Dans son ouvrage « Escalades dans les Alpes de 1860 à 1869 », Edward Whymper raconte sa propre ascension de la Barre des Écrins. Une première historique. Il raconte aussi la tentative précédente, signée des guides Croz et de Mathews et Bonney. Un demi-tour si près du but, avec un risque d’avalanche non négligeable. Si on ne présente plus les frères Croz, émérites guides de Chamonix, qui sont Mathews et Bonney ?

Williams Mathews est un des fondateurs de l’Alpine Club britannique. Il participe notamment aux premières ascensions de la Grande Casse (France), du Mont Viso (Italie) ou du Castor (Suisse-Italie). Bonney est géologue, un temps président de l’Alpine Club et de la Société Géologique de Londres. Un glacier et un sommet de Colombie Britannique portent son nom.

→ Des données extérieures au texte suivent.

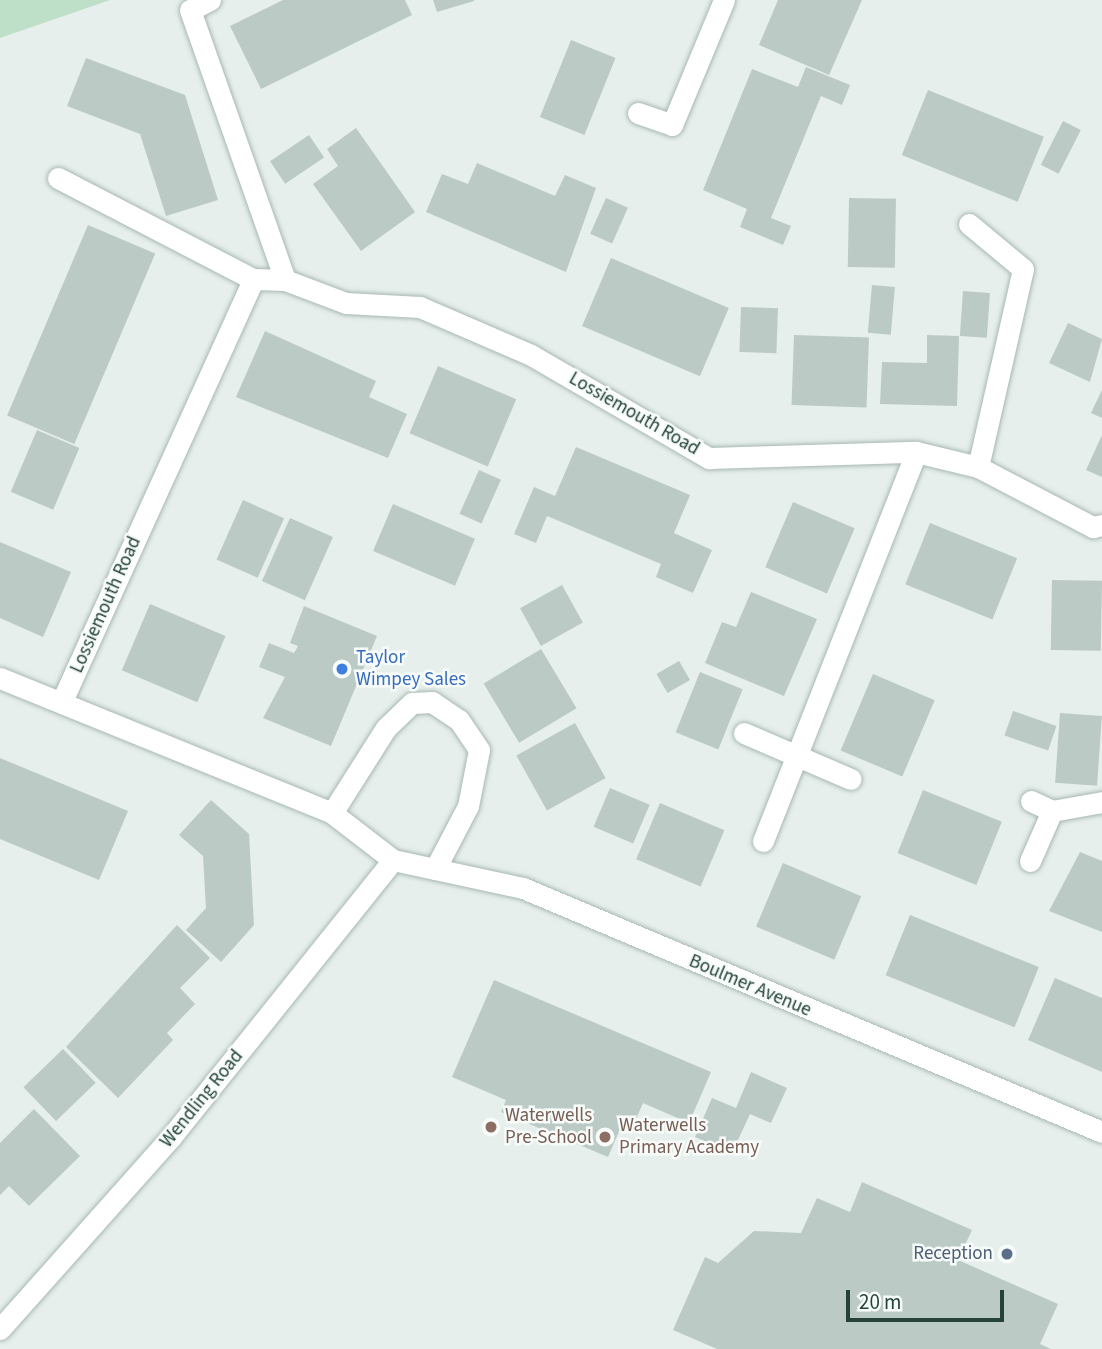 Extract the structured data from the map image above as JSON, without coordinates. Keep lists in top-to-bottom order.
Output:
{
  "streets": {
    "street": ["Lossiemouth Road", "Boulmer Avenue", "Wendling Road"]
  },
  "crossings": [
    ["Boulmer Avenue", "Wendling Road"]
  ],
  "places": [
    "Taylor Wimpey Sales",
    "Waterwells Pre-School",
    "Waterwells Primary Academy",
    "Reception"
  ],
  "scale_bar": "20 m"
} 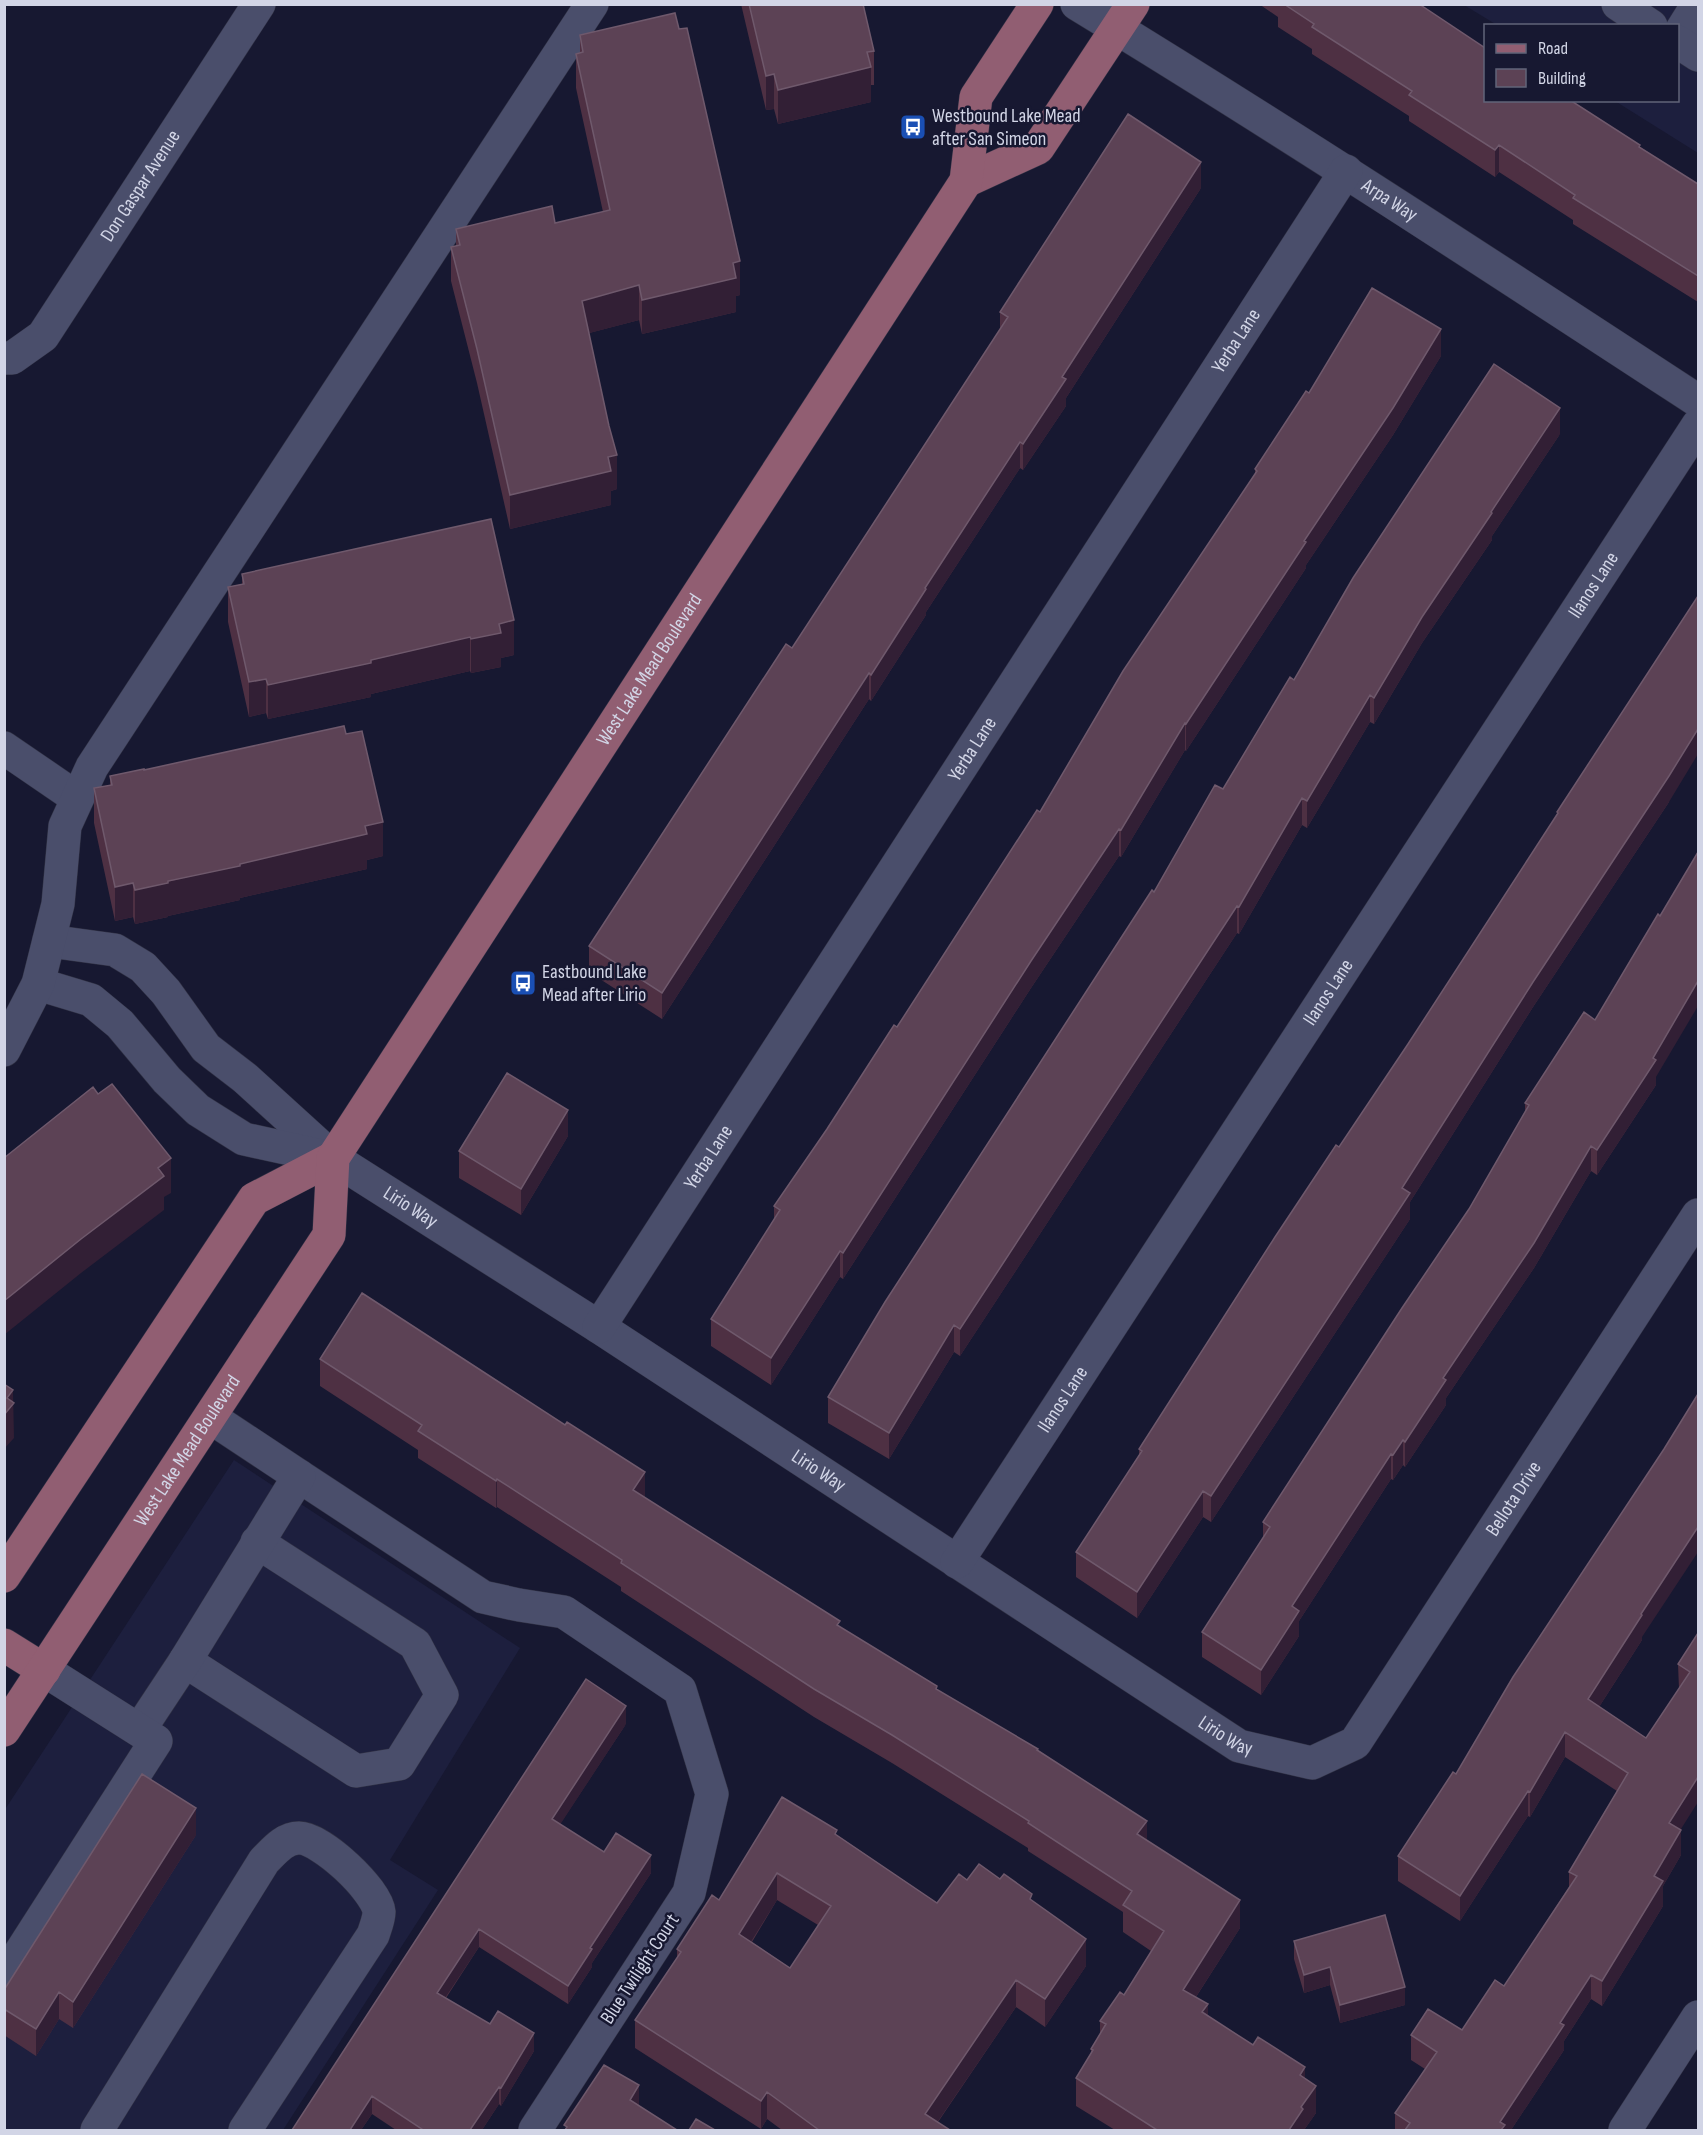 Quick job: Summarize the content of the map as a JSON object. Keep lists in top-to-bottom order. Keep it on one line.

<< Ces deux touristes, accompagnés des deux Croz, essayèrent d’escalader les Ecrins peu de semaines après que M. Tuckett eut examiné cette montagne. « Le 26 août, dit M. Bonney, nous montions avec ardeur, et nos espérances de succès devenaient de plus en plus vives ; le prudent Michel lui-même se permit de crier « Ah ! Malheureux Ecrins, vous serez bientôt morts » au moment où nous attaquions la dernière pente qui conduisait au pied du cône terminal. Mais le vieux proverbe « Il ne faut pas vendre la peau de l’ours avant de l’avoir jetée par terre… » devait encore se trouver justifié dans cette occasion.

Arrivés au sommet de la pente, nous nous vîmes brusquement séparés du pic par une formidable bergschrund [NDLR : Rimaye – espace entre le glacier et le rocher] que traversait le plus fragile des ponts de neige. Nous regardions à droite et à gauche, pour voir si nous pourrions atteindre l’une ou l’autre des arêtes qui en dominaient les extrémités ; mais, au lieu de surgir directement de la neige comme on aurait pu le croire en les voyant d’en bas, ces arêtes se terminaient par une muraille de rochers haute de près de 12 mètres.

La bergschrund ne présentait qu’un seul endroit assez étroit pour qu’on pût la traverser, et il fallait ensuite escalader une paroi de glace puis tailler des degrés dans une pente de neige fort raide avant d’atteindre l’arête. Enfin, après avoir cherché en vain un passage pendant quelques temps, Michel nous dit de l’attendre, et il alla seul explorer la brèche qui sépare le pic le plus élevé du dôme de neige situé à droite, afin de voir s’il était possible d’escalader la muraille rocheuse. Il reparut presque aussitôt sur les rochers qu’il gravissait évidemment avec peine, et il atteignit enfin l’arête. Cette fois encore nous crûmes la partie gagnée, et nous nous élançâmes à sa suite.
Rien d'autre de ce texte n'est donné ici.